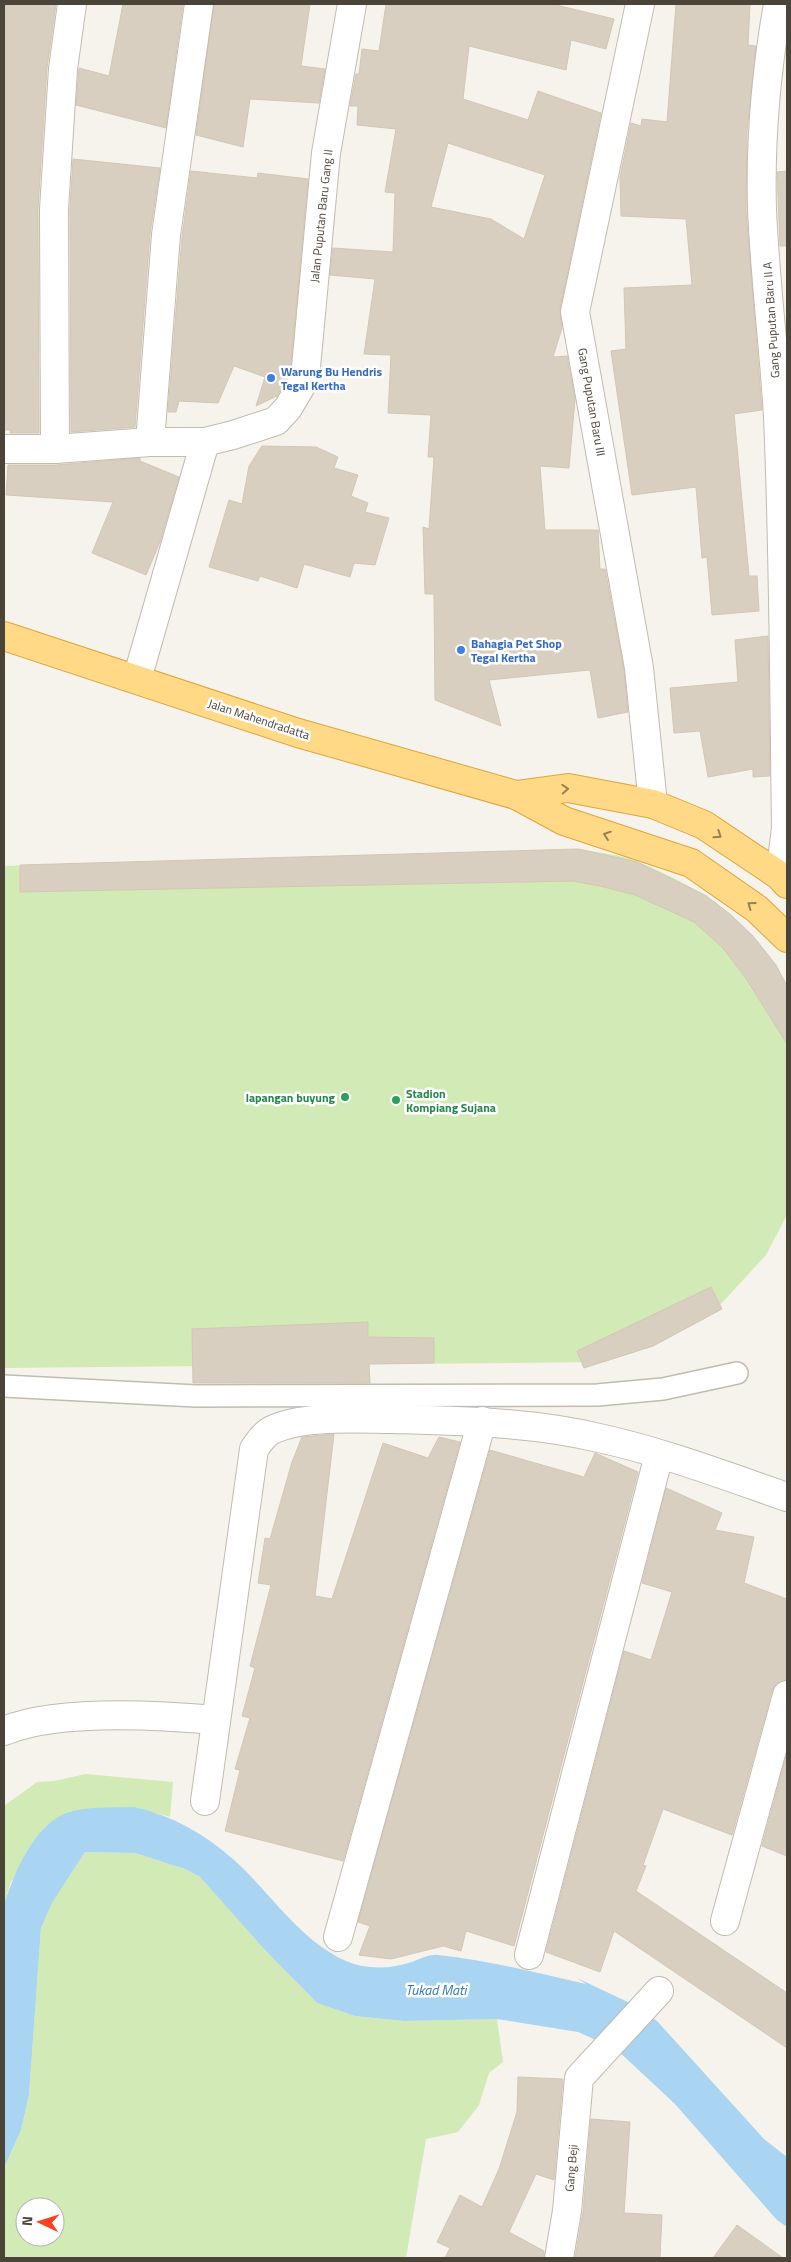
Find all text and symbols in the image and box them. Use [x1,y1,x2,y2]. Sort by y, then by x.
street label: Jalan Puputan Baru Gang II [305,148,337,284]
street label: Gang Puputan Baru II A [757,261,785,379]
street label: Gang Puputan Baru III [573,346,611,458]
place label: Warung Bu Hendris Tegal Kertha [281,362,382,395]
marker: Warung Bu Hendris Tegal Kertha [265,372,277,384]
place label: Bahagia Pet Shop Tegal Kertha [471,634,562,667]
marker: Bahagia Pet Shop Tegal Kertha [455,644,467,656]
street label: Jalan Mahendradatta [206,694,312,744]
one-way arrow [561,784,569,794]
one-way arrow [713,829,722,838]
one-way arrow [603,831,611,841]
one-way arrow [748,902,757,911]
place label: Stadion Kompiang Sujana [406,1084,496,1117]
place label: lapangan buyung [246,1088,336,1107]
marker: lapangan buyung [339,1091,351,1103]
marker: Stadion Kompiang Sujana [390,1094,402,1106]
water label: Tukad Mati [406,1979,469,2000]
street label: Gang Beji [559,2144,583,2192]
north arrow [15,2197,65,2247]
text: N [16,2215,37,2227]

■ **TASK STATEMENT**
What is needed is an exact copy of the data, with the pictures removed.

■ **TASK OUTPUT**
Find all text and symbols in the image and box them. Use [x1,y1,x2,y2]. Sort by y, then by x.
street label: Jalan Puputan Baru Gang II [305,148,337,284]
street label: Gang Puputan Baru II A [757,261,785,379]
street label: Gang Puputan Baru III [573,346,611,458]
place label: Warung Bu Hendris Tegal Kertha [281,362,382,395]
marker: Warung Bu Hendris Tegal Kertha [265,372,277,384]
place label: Bahagia Pet Shop Tegal Kertha [471,634,562,667]
marker: Bahagia Pet Shop Tegal Kertha [455,644,467,656]
street label: Jalan Mahendradatta [206,694,312,744]
one-way arrow [561,784,569,794]
one-way arrow [713,829,722,838]
one-way arrow [603,831,611,841]
one-way arrow [748,902,757,911]
place label: Stadion Kompiang Sujana [406,1084,496,1117]
place label: lapangan buyung [246,1088,336,1107]
marker: lapangan buyung [339,1091,351,1103]
marker: Stadion Kompiang Sujana [390,1094,402,1106]
water label: Tukad Mati [406,1979,469,2000]
street label: Gang Beji [559,2144,583,2192]
north arrow [15,2197,65,2247]
text: N [16,2215,37,2227]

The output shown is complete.